Understanding CTC loss for speech recognition in Keras

Question

I am trying to understand how CTC loss is working for speech recognition and how it can be implemented in Keras.

What i think i understood (please correct me if i'm wrong!)

Grossly, the CTC loss is added on top of a classical network in order to decode a sequential information element by element (letter by letter for text or speech) rather than directly decoding an element block directly (a word for example).

Let's say we're feeding utterances of some sentences as MFCCs.

The goal in using CTC-loss is to learn how to make each letter match the MFCC at each time step. Thus, the Dense+softmax output layer is composed by as many neurons as the number of elements needed for the composition of the sentences:

alphabet (a, b, ..., z)
a blank token (-)
a space (_) and an end-character (>)

Then, the softmax layer has 29 neurons (26 for alphabet + some special characters).

To implement it, i found that i can do something like this:

# CTC implementation from Keras example found at https://github.com/keras- 
# team/keras/blob/master/examples/image_ocr.py

def ctc_lambda_func(args):
    y_pred, labels, input_length, label_length = args
    # the 2 is critical here since the first couple outputs of the RNN
    # tend to be garbage:
    # print "y_pred_shape: ", y_pred.shape
    y_pred = y_pred[:, 2:, :]
    # print "y_pred_shape: ", y_pred.shape
    return K.ctc_batch_cost(labels, y_pred, input_length, label_length)



input_data = Input(shape=(1000, 20))
#let's say each MFCC is (1000 timestamps x 20 features)

x = Bidirectional(lstm(...,return_sequences=True))(input_data)

x = Bidirectional(lstm(...,return_sequences=True))(x)

y_pred = TimeDistributed(Dense(units=ALPHABET_LENGTH, activation='softmax'))(x)

loss_out = Lambda(function=ctc_lambda_func, name='ctc', output_shape=(1,))(
                  [y_pred, y_true, input_length, label_length])

model = Model(inputs=[input_data, y_true, input_length,label_length], 
                      outputs=loss_out)

With ALPHABET_LENGTH = 29 (alphabet length + special characters)

And:

y_true: tensor (samples, max_string_length) containing the truth labels.
y_pred: tensor (samples, time_steps, num_categories) containing the prediction, or output of the softmax.
input_length: tensor (samples, 1) containing the sequence length for each batch item in y_pred.
label_length: tensor (samples, 1) containing the sequence length for each batch item in y_true.

(source)

Now, i'm facing some problems:

What i don't understand
- Is this implantation the right way to code and use CTC loss?
- I do not understand what are concretely y_true, input_length and label_length. Any examples?
- In what form should I give the labels to the network? Again, Any examples?
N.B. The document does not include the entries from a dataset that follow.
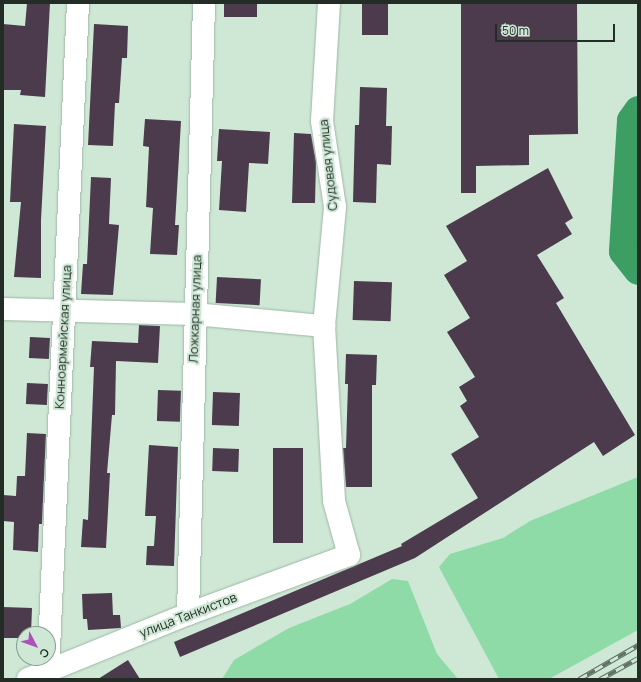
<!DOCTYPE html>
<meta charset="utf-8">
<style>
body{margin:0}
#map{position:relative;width:641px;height:682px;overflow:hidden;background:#cfe8d6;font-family:Manrope,sans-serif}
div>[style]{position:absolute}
.green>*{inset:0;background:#8edba7}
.river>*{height:29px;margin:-14.5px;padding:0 14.5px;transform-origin:14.5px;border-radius:14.5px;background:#3c9e63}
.building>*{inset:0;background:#4b3b4d;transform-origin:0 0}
.roads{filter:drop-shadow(0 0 1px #9eb6a5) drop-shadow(0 0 1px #9eb6a5)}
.minor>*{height:22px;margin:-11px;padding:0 11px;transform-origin:11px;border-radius:11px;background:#fff}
.rail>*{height:4.5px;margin-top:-2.25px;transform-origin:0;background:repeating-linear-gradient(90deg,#cfe8d6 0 9px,#617065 0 18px);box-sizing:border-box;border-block:1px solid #617065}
span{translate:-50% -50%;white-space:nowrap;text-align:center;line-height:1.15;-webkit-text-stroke:4px #cfe8d6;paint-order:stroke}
.street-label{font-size:13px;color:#232d26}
.frame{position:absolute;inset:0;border:4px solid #232d26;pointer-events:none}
.north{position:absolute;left:16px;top:626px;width:40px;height:40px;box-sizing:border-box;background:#cfe8d6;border:1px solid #8a9d90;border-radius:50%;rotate:131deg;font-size:11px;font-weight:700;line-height:16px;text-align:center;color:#232d26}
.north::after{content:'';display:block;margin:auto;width:14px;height:18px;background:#af50b9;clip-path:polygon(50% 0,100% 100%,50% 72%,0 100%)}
.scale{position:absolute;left:495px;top:24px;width:120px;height:18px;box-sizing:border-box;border:2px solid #232d26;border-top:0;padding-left:5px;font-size:12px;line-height:14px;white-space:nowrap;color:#232d26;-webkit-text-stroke:3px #cfe8d6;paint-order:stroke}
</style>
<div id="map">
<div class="green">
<div style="clip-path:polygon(638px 477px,638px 630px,549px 679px,499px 679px,439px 567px,450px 554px,503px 538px,530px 521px)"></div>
<div style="clip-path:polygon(392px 579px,408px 581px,437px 654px,458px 679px,222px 679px,234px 660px,289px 628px,350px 604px)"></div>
</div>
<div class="river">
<div style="left:638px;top:110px;width:12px;rotate:125deg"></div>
<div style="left:631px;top:120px;width:131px;rotate:93.5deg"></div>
<div style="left:623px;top:251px;width:24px;rotate:52deg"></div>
</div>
<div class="building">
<div style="clip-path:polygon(27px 3px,50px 3px,45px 97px,20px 95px,21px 90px,3px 90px,3px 24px,25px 26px)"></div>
<div style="left:224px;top:3px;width:33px;height:14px"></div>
<div style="left:362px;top:3px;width:26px;height:32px"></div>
<div style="clip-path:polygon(461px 3px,577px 3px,578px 134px,529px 135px,529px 165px,476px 166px,476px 193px,461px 193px)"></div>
<div style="clip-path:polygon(94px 24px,128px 26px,127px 58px,122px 58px,119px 103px,115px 103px,113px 146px,88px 145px)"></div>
<div style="clip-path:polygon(360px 87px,387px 88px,386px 126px,392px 126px,391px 165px,377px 164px,376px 203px,353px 202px,355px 125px,359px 125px)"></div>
<div style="clip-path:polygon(145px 119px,181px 121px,175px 225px,179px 225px,177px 255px,150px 254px,153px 208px,146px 207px,149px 147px,143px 146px)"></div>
<div style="clip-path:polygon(14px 124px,46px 126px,41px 220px,41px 278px,14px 277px,21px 202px,10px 202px)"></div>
<div style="clip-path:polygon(219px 129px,270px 132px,268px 164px,249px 163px,246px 212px,219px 210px,222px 161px,217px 161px)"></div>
<div style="clip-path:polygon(294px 133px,311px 134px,316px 162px,315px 203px,292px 203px)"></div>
<div style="clip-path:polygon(548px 168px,573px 218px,565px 223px,572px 234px,537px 255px,564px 298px,556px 303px,635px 435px,603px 456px,594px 442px,415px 558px,180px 657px,174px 642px,402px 546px,401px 544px,478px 498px,451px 454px,479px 437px,460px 406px,467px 401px,459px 387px,475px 377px,447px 332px,470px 318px,444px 275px,467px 261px,446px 226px)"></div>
<div style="clip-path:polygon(91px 177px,111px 178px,109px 224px,119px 225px,113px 295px,81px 294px,83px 264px,87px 264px)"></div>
<div style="left:217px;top:277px;width:44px;height:26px;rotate:3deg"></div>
<div style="left:354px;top:281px;width:38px;height:39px;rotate:2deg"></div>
<div style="clip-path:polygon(139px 325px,160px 326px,158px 363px,116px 361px,115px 415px,112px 415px,107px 473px,110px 473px,106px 548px,81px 547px,83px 519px,88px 520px,94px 367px,90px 367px,92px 341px,138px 343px)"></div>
<div style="left:30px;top:337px;width:20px;height:21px;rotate:3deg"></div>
<div style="clip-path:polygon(346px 354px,377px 355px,376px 385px,372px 385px,372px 487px,346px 487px,343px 448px,346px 448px,348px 384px,345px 384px)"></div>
<div style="left:27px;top:383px;width:21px;height:21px;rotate:3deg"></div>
<div style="left:158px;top:390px;width:23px;height:31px;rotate:2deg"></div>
<div style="left:213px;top:392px;width:27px;height:33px;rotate:2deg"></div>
<div style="clip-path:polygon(27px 433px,46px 434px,42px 524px,39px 524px,38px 552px,13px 550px,14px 522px,3px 521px,3px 495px,16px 496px,17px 476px,25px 476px)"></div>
<div style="clip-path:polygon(149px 445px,178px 447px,174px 566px,146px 565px,147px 546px,154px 546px,156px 516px,145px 516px)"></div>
<div style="left:213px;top:448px;width:26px;height:23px;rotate:2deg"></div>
<div style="left:273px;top:448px;width:30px;height:95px"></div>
<div style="clip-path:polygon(112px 593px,113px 615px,120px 615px,121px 628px,88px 630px,87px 619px,83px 619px,82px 594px)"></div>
<div style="clip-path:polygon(3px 607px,32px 608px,31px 634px,24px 634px,24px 638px,3px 638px)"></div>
<div style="clip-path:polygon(128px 660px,140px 679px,98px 679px)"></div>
</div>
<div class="roads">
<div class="minor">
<div style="left:3px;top:309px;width:191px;rotate:1.5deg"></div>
<div style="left:194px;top:314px;width:131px;rotate:5.3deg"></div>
<div style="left:324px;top:326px;width:175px;rotate:86.7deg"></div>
<div style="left:334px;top:501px;width:56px;rotate:74.5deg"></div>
<div style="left:349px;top:555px;width:171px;rotate:159.9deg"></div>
<div style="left:188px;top:614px;width:173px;rotate:157.9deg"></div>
<div style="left:324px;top:326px;width:120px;rotate:-84.7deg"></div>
<div style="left:335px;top:207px;width:87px;rotate:-98.6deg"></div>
<div style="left:322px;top:121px;width:118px;rotate:-86.6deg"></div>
<div style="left:188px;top:614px;width:611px;rotate:-88.5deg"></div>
<div style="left:48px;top:671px;width:669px;rotate:-87.43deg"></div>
</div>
</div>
<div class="rail">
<div style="left:579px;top:679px;width:68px;rotate:-30deg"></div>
<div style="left:600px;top:679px;width:43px;rotate:-28.9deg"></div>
</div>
<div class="street-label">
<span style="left:328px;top:165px;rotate:-96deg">Судовая улица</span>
<span style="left:195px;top:309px;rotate:-88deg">Ложкарная улица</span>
<span style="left:63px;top:337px;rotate:-87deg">Конноармейская улица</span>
<span style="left:188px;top:615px;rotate:-21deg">улица Танкистов</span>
</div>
<div class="frame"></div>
<div class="north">С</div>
<div class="scale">50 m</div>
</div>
score 10 · Accepted Answer · answered Aug 09 '19 at 00:17

What are these?

y_true your ground truth data. The data you are going to compare with the model's outputs in training. (On the other hand, y_pred is the model's calculated output)
input_length, the length (in steps, or chars this case) of each sample (sentence) in the y_pred tensor (as said here)
label_length, the length (in steps, or chars this case) of each sample (sentence) in the y_true (or labels) tensor.
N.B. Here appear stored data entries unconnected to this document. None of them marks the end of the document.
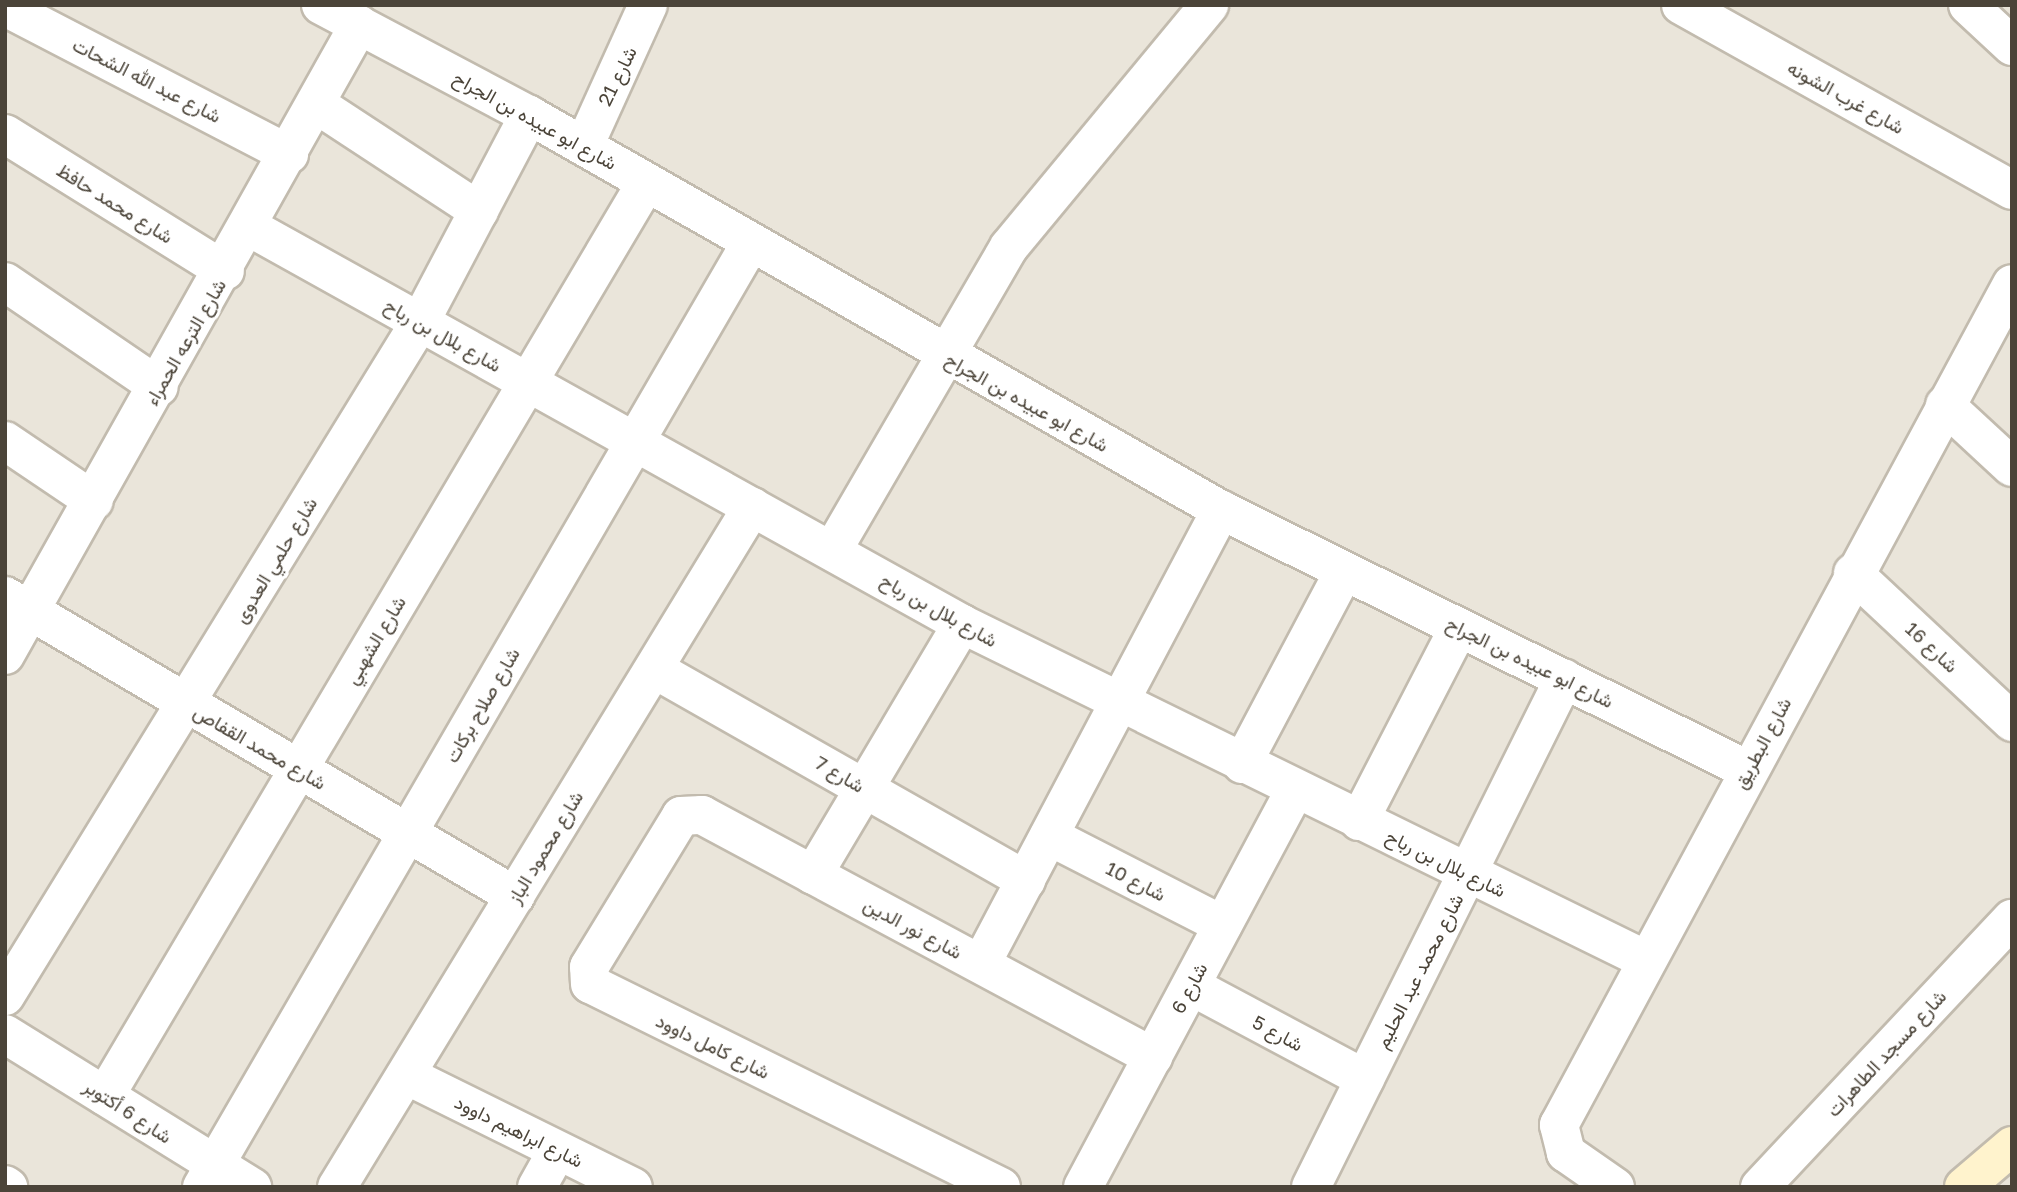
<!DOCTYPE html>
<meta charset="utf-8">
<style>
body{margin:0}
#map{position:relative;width:2017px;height:1192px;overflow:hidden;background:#f6f3ec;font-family:"Golos Text",Vazirmatn,sans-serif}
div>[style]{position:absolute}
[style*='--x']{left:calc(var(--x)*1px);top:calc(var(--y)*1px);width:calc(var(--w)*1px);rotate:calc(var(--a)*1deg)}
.residential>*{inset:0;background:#eae5da;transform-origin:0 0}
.roads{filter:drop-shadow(2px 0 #c2bbae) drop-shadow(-2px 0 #c2bbae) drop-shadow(0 2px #c2bbae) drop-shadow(0 -2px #c2bbae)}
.street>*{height:38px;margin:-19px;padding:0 19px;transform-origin:19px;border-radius:19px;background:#fff}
.secondary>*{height:38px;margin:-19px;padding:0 19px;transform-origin:19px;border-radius:19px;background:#fff3cd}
span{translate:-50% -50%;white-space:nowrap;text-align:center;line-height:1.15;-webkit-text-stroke:6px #fff;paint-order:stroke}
.street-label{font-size:19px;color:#4b4439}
.frame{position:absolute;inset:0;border:7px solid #4b4439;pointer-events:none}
</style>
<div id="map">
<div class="residential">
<div style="left:5px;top:5px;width:2007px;height:1182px"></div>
</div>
<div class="roads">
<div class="street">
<div style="--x:321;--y:5;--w:235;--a:27.9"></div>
<div style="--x:529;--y:115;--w:797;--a:29.72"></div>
<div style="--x:1221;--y:510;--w:588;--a:26.26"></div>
<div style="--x:1681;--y:5;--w:379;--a:29.2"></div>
<div style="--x:1968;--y:5;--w:60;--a:43"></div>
<div style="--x:5;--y:7;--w:320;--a:27.4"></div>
<div style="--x:316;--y:104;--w:195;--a:33.3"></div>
<div style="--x:5;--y:134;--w:259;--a:31.9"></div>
<div style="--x:584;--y:146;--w:155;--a:-65.6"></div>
<div style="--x:249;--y:227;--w:816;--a:29.11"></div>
<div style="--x:962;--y:624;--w:762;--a:26.16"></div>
<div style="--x:5;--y:282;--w:186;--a:34.3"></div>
<div style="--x:1945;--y:405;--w:91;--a:42.8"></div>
<div style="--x:5;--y:441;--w:107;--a:34"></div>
<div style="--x:832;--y:551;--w:352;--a:-59.8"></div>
<div style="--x:1009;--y:247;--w:314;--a:-50.4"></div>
<div style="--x:1853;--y:573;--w:218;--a:43.1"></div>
<div style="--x:5;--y:596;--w:592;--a:30.47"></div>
<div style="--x:5;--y:655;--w:723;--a:-60.67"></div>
<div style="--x:654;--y:669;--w:428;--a:29.6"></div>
<div style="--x:1242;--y:764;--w:218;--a:-62.1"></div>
<div style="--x:1359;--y:821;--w:218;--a:-62.7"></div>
<div style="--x:1049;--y:836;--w:195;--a:27.1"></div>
<div style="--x:813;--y:875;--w:292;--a:-59.3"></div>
<div style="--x:981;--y:964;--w:514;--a:-62.14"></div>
<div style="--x:1191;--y:986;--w:197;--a:28.1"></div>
<div style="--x:5;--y:996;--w:792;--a:-58.38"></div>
<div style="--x:420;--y:322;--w:234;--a:-62.2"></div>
<div style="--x:5;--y:1034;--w:291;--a:31.8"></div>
<div style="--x:406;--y:1075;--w:253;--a:26.3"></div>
<div style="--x:105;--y:1096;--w:1061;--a:-59.35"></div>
<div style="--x:5;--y:1185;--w:4;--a:34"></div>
<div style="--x:202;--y:1187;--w:1091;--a:-59.84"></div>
<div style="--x:337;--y:1187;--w:797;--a:-58.6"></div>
<div style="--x:537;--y:1187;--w:41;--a:-60.9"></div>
<div style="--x:1001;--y:1187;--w:458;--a:-153.7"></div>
<div style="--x:590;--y:984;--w:17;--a:-93"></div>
<div style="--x:589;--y:967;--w:177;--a:-58.6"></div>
<div style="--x:681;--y:816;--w:21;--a:-3"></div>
<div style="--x:702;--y:815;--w:512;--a:28.22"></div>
<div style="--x:1083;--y:1187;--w:450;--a:-61.9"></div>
<div style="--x:1311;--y:1187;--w:568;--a:-63.53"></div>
<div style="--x:1615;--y:1187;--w:60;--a:-145.2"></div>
<div style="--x:1566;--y:1153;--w:29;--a:-104"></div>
<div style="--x:1559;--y:1125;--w:955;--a:-61.69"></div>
<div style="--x:1760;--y:1187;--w:368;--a:-46.8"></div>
</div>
<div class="secondary">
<div style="--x:1964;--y:1187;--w:63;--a:-40.5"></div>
</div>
</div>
<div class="street-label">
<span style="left:617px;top:76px;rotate:-64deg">شارع 21</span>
<span style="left:147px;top:80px;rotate:27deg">شارع عبد الله الشحات</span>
<span style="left:1846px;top:97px;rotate:29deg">شارع غرب الشونه</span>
<span style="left:535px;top:120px;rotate:29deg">شارع ابو عبيده بن الجراح</span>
<span style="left:115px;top:203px;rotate:32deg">شارع محمد حافظ</span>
<span style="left:443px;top:335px;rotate:29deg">شارع بلال بن رباح</span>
<span style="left:185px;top:342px;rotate:-60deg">شارع الترعه الحمراء</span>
<span style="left:1027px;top:402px;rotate:29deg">شارع ابو عبيده بن الجراح</span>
<span style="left:275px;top:560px;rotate:-59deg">شارع حلمي العدوى</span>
<span style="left:939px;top:610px;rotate:29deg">شارع بلال بن رباح</span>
<span style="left:375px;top:640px;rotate:-59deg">شارع الشهبي</span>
<span style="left:1932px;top:647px;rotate:43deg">شارع 16</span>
<span style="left:1530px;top:662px;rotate:26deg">شارع ابو عبيده بن الجراح</span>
<span style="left:482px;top:705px;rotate:-60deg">شارع صلاح بركات</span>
<span style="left:1762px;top:743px;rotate:-62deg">شارع البطريق</span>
<span style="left:260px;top:747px;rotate:30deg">شارع محمد القفاص</span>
<span style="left:840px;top:774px;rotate:30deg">شارع 7</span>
<span style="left:545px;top:847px;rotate:-59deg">شارع محمود الباز</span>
<span style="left:1446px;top:863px;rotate:26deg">شارع بلال بن رباح</span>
<span style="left:1136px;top:881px;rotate:27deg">شارع 10</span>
<span style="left:913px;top:928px;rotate:28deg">شارع نور الدين</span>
<span style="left:1419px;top:971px;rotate:-63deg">شارع محمد عبد الحليم</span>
<span style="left:1189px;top:988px;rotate:-62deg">شارع 6</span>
<span style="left:1278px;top:1033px;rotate:28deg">شارع 5</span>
<span style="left:713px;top:1046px;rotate:26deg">شارع كامل داوود</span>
<span style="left:1886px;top:1053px;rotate:-47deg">شارع مسجد الطاهرات</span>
<span style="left:128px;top:1111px;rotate:33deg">شارع 6 أكتوبر</span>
<span style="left:519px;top:1131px;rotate:26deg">شارع ابراهيم داوود</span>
</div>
<div class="frame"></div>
</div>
It seems this loss expects that your model's outputs (y_pred) have different lengths, as well as your ground truth data (y_true). This is probably to avoid calculating the loss for garbage characters after the end of the sentences (since you will need a fixed size tensor for working with lots of sentences at once)

Form of the labels:

Since the function's documentation is asking for shape (samples, length), the format is that... the char index for each char in each sentence.

How to use this?

There are some possibilities.

1- If you don't care about lengths:

If all lengths are the same, you can easily use it as a regular loss:

def ctc_loss(y_true, y_pred):

    return K.ctc_batch_cost(y_true, y_pred, input_length, label_length)
    #where input_length and label_length are constants you created previously
    #the easiest way here is to have a fixed batch size in training 
    #the lengths should have the same batch size (see shapes in the link for ctc_cost)    

model.compile(loss=ctc_loss, ...)   

#here is how you pass the labels for training
model.fit(input_data_X_train, ground_truth_data_Y_train, ....)

2 - If you care about the lengths.

This is a little more complicated, you need that your model somehow tells you the length of each output sentence.
There are again several creative forms of doing this:

Have an "end_of_sentence" char and detect where in the sentence it is.
Have a branch of your model to calculate this number and round it to integer.
(Hardcore) If you are using stateful manual training loop, get the index of the iteration you decided to finish a sentence

I like the first idea, and will exemplify it here.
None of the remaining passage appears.